The monk later rings a small traditional bell and bows to relatives as the 30-minute ceremony winds down at the grieving family’s home near Tokyo.

“There are many temples in the neighbourhood, but I didn’t know where to call,” said the deceased woman’s middle-aged son, who asked not to be named.

“Also, I have no idea how much I should donate.
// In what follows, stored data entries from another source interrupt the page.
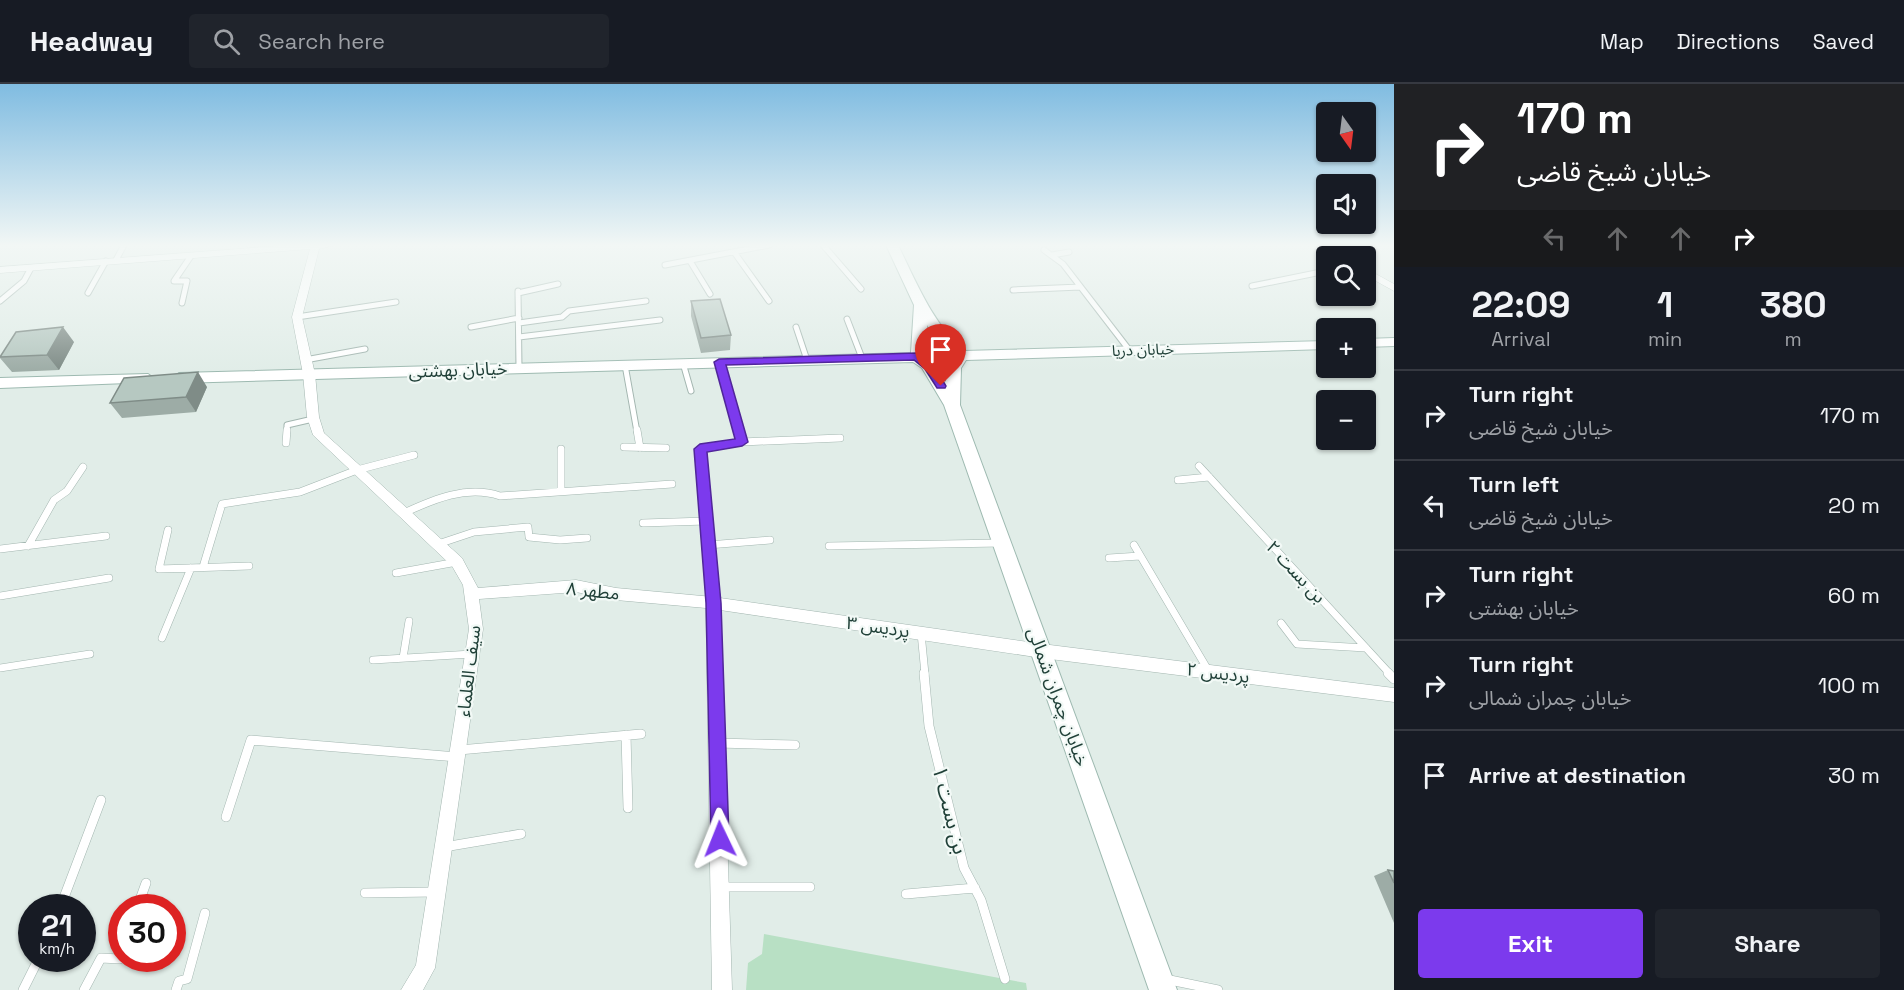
<!DOCTYPE html>
<html lang="en">
<head>
<meta charset="utf-8">
<style>
  body { margin:0; font-family:"Space Grotesk","Noto Sans Arabic",sans-serif; background:#20242c; color:#f1f3f6; height:100vh; display:flex; flex-direction:column; font-size:22px; white-space:nowrap }
  * { box-sizing:border-box; margin:0 }
  p { font-size:20px; color:#9ea1a6 }
  .icon { flex:none; width:33px; height:33px; fill:none; stroke:currentColor; stroke-width:2; stroke-linecap:round; stroke-linejoin:round }
  .map { position:relative; flex:1; overflow:hidden }
  .details { display:flex; flex-direction:column; background:#171b24; width:510px }
  .details>* { flex:none }
  .banner { background:#202124; color:#fff; overflow:hidden }
  .needle { width:39px; rotate:166deg }
  .tools { position:absolute; left:1316px; top:18px; display:grid; gap:12px }
  .tools a { display:grid; place-items:center; width:60px; height:60px; border-radius:6px; background:#171b24; box-shadow:0 2px 4px #0004; font-size:30px }
  .speed { position:absolute; left:18px; top:810px; display:flex; gap:12px; font-size:30px; font-weight:700; text-align:center }
  .speed>* { display:grid; place-content:center; width:78px; height:78px; border-radius:50%; background:#171b24; box-shadow:0 2px 4px #0004; line-height:1 }
  .speed small { font-size:15px; font-weight:400 }
  .speed .limit { border:9px solid #d22; background:#fff; color:#111 }
  .pin { position:absolute; display:grid; place-items:center; width:51px; height:51px; color:#fff; margin:-62px -26px; border-radius:50% 50% 50% 0; rotate:-45deg; box-shadow:0 0 6px #0007 }
  .pin .icon { rotate:45deg }
  .me { position:absolute; width:66px; margin:-33px; rotate:358deg; stroke-linejoin:round; filter:drop-shadow(0 0 4px #0008) }
  .turn { display:flex; align-items:center; gap:21px; height:126px; padding:0 24px; font-size:27px }
  .turn .icon { width:78px; height:78px; stroke-width:2.5 }
  .turn b { display:block; font-size:42px; line-height:51px }
  .lanes { display:flex; align-items:center; height:57px; padding:0 24px; background:#0003; justify-content:center; gap:30px; direction:ltr }
  .lanes .off { opacity:.35 }
  .eta { display:flex; justify-content:space-evenly; align-items:center; height:102px; text-align:center }
  .eta b { font-size:36px; font-weight:700; line-height:42px }
  .cta { display:flex; gap:12px; margin-top:auto; padding:12px 24px }
  .cta a { flex:1; height:69px; border-radius:6px; background:#7c3aed; color:#fff; font-size:24px; font-weight:700; line-height:69px; text-align:center }
  .cta a+a { background:#20242c; color:#f1f3f6 }
  ul { padding:0; list-style:none }
  li { display:flex; align-items:center; gap:18px; height:90px; padding:0 24px; border-top:2px solid #363941 }
  li div { flex:1 }
  li b { display:block; font-size:22px }
  li em { font-style:normal }
  header { display:flex; align-items:center; gap:36px; box-sizing:border-box; height:84px; padding:0 30px; background:#171b24; border-bottom:2px solid #363941 }
  header strong { font-size:28px }
  nav { display:flex; gap:33px; margin-inline-start:auto; font-size:21px }
  .search { width:420px; height:54px; background:#20242c; display:flex; align-items:center; gap:15px; box-sizing:border-box; padding:0 21px; border-radius:6px; color:#9ea1a6; font-size:22px }
  main { display:flex; flex:1; min-height:0 }
  .map>svg:first-child { display:block }
</style>
</head>
<body>
<header>
<strong>Headway</strong>
<div class="search"><svg class="icon" aria-label="search" viewBox="0 0 24 24"><circle cx="10" cy="10" r="6"/><path d="M15 15l6 6"/></svg>Search here</div>
<nav><a>Map</a><a>Directions</a><a>Saved</a></nav>
</header>
<main>
<div class="map">
<svg width="1394" height="906" viewBox="0 0 1394 906">
  <rect width="100%" height="100%" fill="#e1ede8"/>
  <path fill="#b8e0c4" d="M764 850 1026 899 1027 906H746L748 879 762 870Z"/>
  <g fill="none" stroke-linecap="round" stroke-linejoin="round">
    <defs>
      <path id="lane-far2" d="M823 161 861 205
        M1044 166 1063 180 1130 267
        M734 168 769 217
        M1052 171 1069 168
        M116 176 124 161
        M690 177 710 210
        M665 181 769 161
        M1252 202 1326 187
        M1013 206 1080 203
        M518 207 519 284
        M88 209 106 177
        M518 209 558 200
        M0 217 24 197 31 184
        M182 219 187 197H174L191 172
        M297 233 396 218
        M847 235 862 274
        M519 239 562 233 569 227 646 217
        M471 243 519 234
        M796 243 807 276
        M519 253 660 236
        M305 276 365 265
        M719 278 739 348
        M683 279 691 307
        M625 281 637 348
        M287 348V341L313 335"/>
      <path id="lane-far1" d="M637 346 640 364
        M742 358 840 354
        M286 359 287 346
        M624 363 666 364
        M561 365V406
        M1199 382 1390 590
        M1178 396 1209 393
        M404 429C434 415 467 401 500 412L672 400
        M643 439 706 437
        M168 446 159 485 249 482
        M438 460 474 448 528 443 529 453 560 456 587 454
        M708 461 770 456
        M1134 461 1208 586
        M28 462 54 416 67 407 83 383
        M829 462 1001 459
        M0 465 106 452
        M1109 474 1140 472
        M203 483 222 420 300 408 357 386 414 371
        M396 489 457 478
        M0 512 109 494
        M713 519 700 365 742 358 739 346
        M1281 539 1297 560 1366 564
        M921 549 925 590
        M162 554 191 484
        M403 574 409 537
        M373 576 472 570
        M0 584 90 570"/>
      <path id="lane" d="M924 589 929 642 964 784 981 816 1005 895
        M1388 589 1394 595
        M626 651 628 724
        M717 659 795 661
        M459 666 641 650
        M226 733 251 656 457 673
        M444 763 521 750
        M721 803H810
        M365 809 434 808
        M906 810 975 804
        M60 824 101 716
        M137 824 146 799
        M1165 895 1218 906
        M23 906 39 874
        M84 906 101 874 120 875 122 871
        M176 906 179 897 187 895 205 829"/>
      <path id="street" d="M291 161H335L319 165 302 233 315 290 319 333 324 349 462 474 478 504 576 496 616 504 713 513 1042 560 1394 604V618L1042 574 720 526 732 906H712L706 524 616 516 576 508 479 515 483 545 435 884 423 906H401L416 881 469 545 463 501 452 482 313 351 307 333 303 290 292 233 310 165 0 189V183Z
        M1320 161H1331L1347 172H1336Z
        M1365 184 1394 200V207L1365 191Z"/>
      <path id="secondary" d="M886 161H898C916 198 933 240 964 267L1326 257V265L966 276 961 284 960 321 1177 906H1149L944 321 922 284 913 278 179 299 172 294 179 289 911 269 914 221ZM927 241 936 254 927 255ZM935 262 943 264 953 273 951 278 938 280 926 274 924 266ZM940 289H946V298Z
        M1394 254V262L1365 263V255Z
        M148 290 155 295 153 298 0 304V294Z"/>
    </defs>
    <use href="#lane-far2" stroke="#a3b6b0" stroke-width="7"/>
    <use href="#lane-far1" stroke="#a3b6b0" stroke-width="8"/>
    <use href="#lane" stroke="#a3b6b0" stroke-width="10"/>
    <use href="#street" stroke="#a3b6b0" stroke-width="1"/>
    <use href="#secondary" stroke="#9ebab1" stroke-width="2"/>
    <use href="#lane-far2" stroke="#fff" stroke-width="5"/>
    <use href="#lane-far1" stroke="#fff" stroke-width="7"/>
    <use href="#lane" stroke="#fff" stroke-width="9"/>
    <use href="#street" fill="#fff" fill-rule="evenodd"/>
    <use href="#secondary" fill="#fff" fill-rule="evenodd"/>
  </g>
  <path fill="#9daca6" d="M691 217 731 251 730 266 701 269 691 232Z
    M74 258 59 286 12 288 0 274V272Z
    M207 303 196 328 122 334 110 319Z
    M1388 786 1394 787V839L1374 792Z"/>
  <path fill="#7f8c87" d="M63 243 74 258 59 286 47 271Z
    M198 288 207 303 196 328 186 313Z"/>
  <path fill="#b6c8c1" stroke="#7f8c87" stroke-width="1.5" d="M720 215 731 251 701 254 691 217Z
    M63 243 47 271 0 273 16 248Z
    M198 288 186 313 110 319 124 294Z
    M1388 786 1394 787V799Z"/>
  <linearGradient id="sky" x2="0" y2="1"><stop stop-color="#80bce1"/><stop offset="0.56" stop-color="#f2f7f5"/><stop offset="1" stop-color="#f2f7f5" stop-opacity="0"/></linearGradient>
  <rect width="1394" height="288" fill="url(#sky)"/>
  <path fill="#7c3aed" stroke="#51269a" stroke-width="1.5" d="M917 269 933 280 946 302 945 304H937L925 285 914 276 726 281 748 358 742 362 707 368 721 519 729 755 726 761 720 764 713 761 711 755 706 519 694 365 700 360 735 355 714 278 719 275Z"/>
  <g text-anchor="middle" stroke-width="4.5" stroke-linejoin="round" paint-order="stroke">
    <g font-size="15" fill="#204038" stroke="#f2f9f6">
      <text transform="translate(1143 266) rotate(-2)" y="5">خیابان دریا</text>
    </g>
    <g font-size="18" fill="#204038" stroke="#f2f9f6">
      <text transform="translate(458 286) rotate(-2)" y="6">خیابان بهشتی</text>
      <text transform="translate(1296 488) rotate(47)" y="6">بن بست ۲</text>
      <text transform="translate(593 507) rotate(6)" y="6">مطهر ۸</text>
      <text transform="translate(878 543) rotate(8)" y="6">پردیس ۳</text>
      <text transform="translate(469 587) rotate(-83)" y="6">سیف العلماء</text>
      <text transform="translate(1218 589) rotate(7)" y="6">پردیس ۲</text>
      <text transform="translate(1058 613) rotate(70)" y="6">خیابان چمران شمالی</text>
    </g>
    <g font-size="21" fill="#204038" stroke="#f2f9f6">
      <text transform="translate(950 726) rotate(76)" y="7">بن بست ۱</text>
    </g>
  </g>
</svg>
<div class="tools">
<a><svg class="needle" viewBox="-14 -14 28 28"><path d="M0-13l5 13h-10z" fill="#e53935"/><path d="M0 13l5-13h-10z" fill="#9ea1a6"/></svg></a>
<a><svg class="icon" aria-label="sound" viewBox="0 0 24 24"><path d="M4 9h4l5-4v14l-5-4H4zM17 9q2 3 0 6"/></svg></a>
<a><svg class="icon" aria-label="search" viewBox="0 0 24 24"><circle cx="10" cy="10" r="6"/><path d="M15 15l6 6"/></svg></a>
<a>+</a>
<a>−</a>
</div>
<div class="speed"><div>21<small>km/h</small></div><div class="limit">30</div></div>
<div class="pin" style="left:941px;top:302px;background:#d93025"><svg class="icon" aria-label="arrive" viewBox="0 0 24 24"><path d="M6 21V4h12l-3 4 3 4H6"/></svg></div>
<svg class="me" style="left:720px;top:755px" viewBox="-20 -20 40 40"><path d="M0-17L14 15 0 8-14 15z" fill="#7c3aed" stroke="#fff" stroke-width="4"/></svg>
</div>
<section class="details">
<div class="banner">
<div class="turn"><svg class="icon" aria-label="right" viewBox="0 0 24 24"><path d="M7 20v-9h11M14 6l5 5-5 5"/></svg><div><b>170 m</b>خیابان شیخ قاضی</div></div>
<div class="lanes"><svg class="icon off" aria-label="left" viewBox="0 0 24 24"><path d="M17 20v-9H6M10 6l-5 5 5 5"/></svg><svg class="icon off" aria-label="ahead" viewBox="0 0 24 24"><path d="M12 20V5M6 11l6-6 6 6"/></svg><svg class="icon off" aria-label="ahead" viewBox="0 0 24 24"><path d="M12 20V5M6 11l6-6 6 6"/></svg><svg class="icon" aria-label="right" viewBox="0 0 24 24"><path d="M7 20v-9h11M14 6l5 5-5 5"/></svg></div>
</div>
<div class="eta">
<div><b>22:09</b><p>Arrival</p></div>
<div><b>1</b><p>min</p></div>
<div><b>380</b><p>m</p></div>
</div>
<ul>
<li><svg class="icon" aria-label="right" viewBox="0 0 24 24"><path d="M7 20v-9h11M14 6l5 5-5 5"/></svg><div><b>Turn right</b><p>خیابان شیخ قاضی</p></div><em>170 m</em></li>
<li><svg class="icon" aria-label="left" viewBox="0 0 24 24"><path d="M17 20v-9H6M10 6l-5 5 5 5"/></svg><div><b>Turn left</b><p>خیابان شیخ قاضی</p></div><em>20 m</em></li>
<li><svg class="icon" aria-label="right" viewBox="0 0 24 24"><path d="M7 20v-9h11M14 6l5 5-5 5"/></svg><div><b>Turn right</b><p>خیابان بهشتی</p></div><em>60 m</em></li>
<li><svg class="icon" aria-label="right" viewBox="0 0 24 24"><path d="M7 20v-9h11M14 6l5 5-5 5"/></svg><div><b>Turn right</b><p>خیابان چمران شمالی</p></div><em>100 m</em></li>
<li><svg class="icon" aria-label="arrive" viewBox="0 0 24 24"><path d="M6 21V4h12l-3 4 3 4H6"/></svg><div><b>Arrive at destination</b></div><em>30 m</em></li>
</ul>
<div class="cta"><a>Exit</a><a>Share</a></div>
</section>
</main>
</body>
</html>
But this has a clear pricing system.”

At the click of a mouse, customers can hire a monk from Minrevi from 35,000 yen (€285) depending on the ceremony.

Retailing giant Aeon sent shockwaves through Buddhist circles in 2010 when it started a service that had a price list for introducing customers to temples for funeral services.

The open pricing flew in the face of longstanding system in which monks collect donations, known as ofuse, in return for performing ceremonies.

But there has been growing unease about the murky system which leaves the amount up to families, who have to make several more donations after a funeral for more than a decade.

‘Commodified donations’

Japan’s Buddhist temples count on donations to do renovations, which can cost several million euro, but there has been criticism that they’re more interested in raising revenue than offering spiritual guidance.

Chiko Iwagami, an executive member of the Japan Buddhist Federation, acknowledged that some monks have improperly demanded specific amounts of money at memorial services, hurting public trust.

“That ignores the spirit of donations,” Iwagumi said, noting that monks are not supposed to expect financial rewards for performing their duties.

Aeon’s fledgling operation outraged the federation, which demanded it take down the price list. The company complied but still runs its service.

Earlier this year, the federation also blasted online retailer Amazon for listing Minrevi’s monk-renting service.

“They have commodified donations. This is extremely unfortunate,” Iwagami said.

But Minrevi’s vice-president Masashi Akita brushed off the criticism, saying the company is just offering a “platform” to connect customers with monks.

The firm has a roster of about 700 monks nationwide with business on track to grow by 20 percent this year, he added.

Akita, who grew up in rural community where his neighbours regularly visited a temple, said the business is just a sign of the times.

“I was shocked when I first learned that some people didn’t know how to contact a monk,” he said.

“So I wanted to be that bridge.”

Community ties

The Japanese government does not keep track of the religious identification of citizens, but participation in rituals related to both Buddhism as well as native Shintoism – the two major religions in the country – is common across the nation.

Some firms also offer Shinto priests’ services.

But attachment to religion has fallen into decline.

As the population rapidly ages and small rural communities shrink, some 30% of Japan’s 75,000 Buddhist temples are at risk of closing by 2040, said Kenji Ishii, a professor of religion at Kokugakuin University in Tokyo.

“Japanese have maintained ties with temples because of funerals and other types of commmunity-related events, not for religious reasons,” he added.

“Buddhist leaders now have to think how they’re going to run their sects with shrinking revenues. But it seems like they don’t want to look at the reality.”

Watanabe, who conducted the service near Tokyo, doesn’t see a clash between the business and spiritual aspects of his job.

“I want to spread the teachings of Buddhism,” he said.

“This service gives us more opportunity to visit homes. I think it’s meaningless if we cannot be there to help.”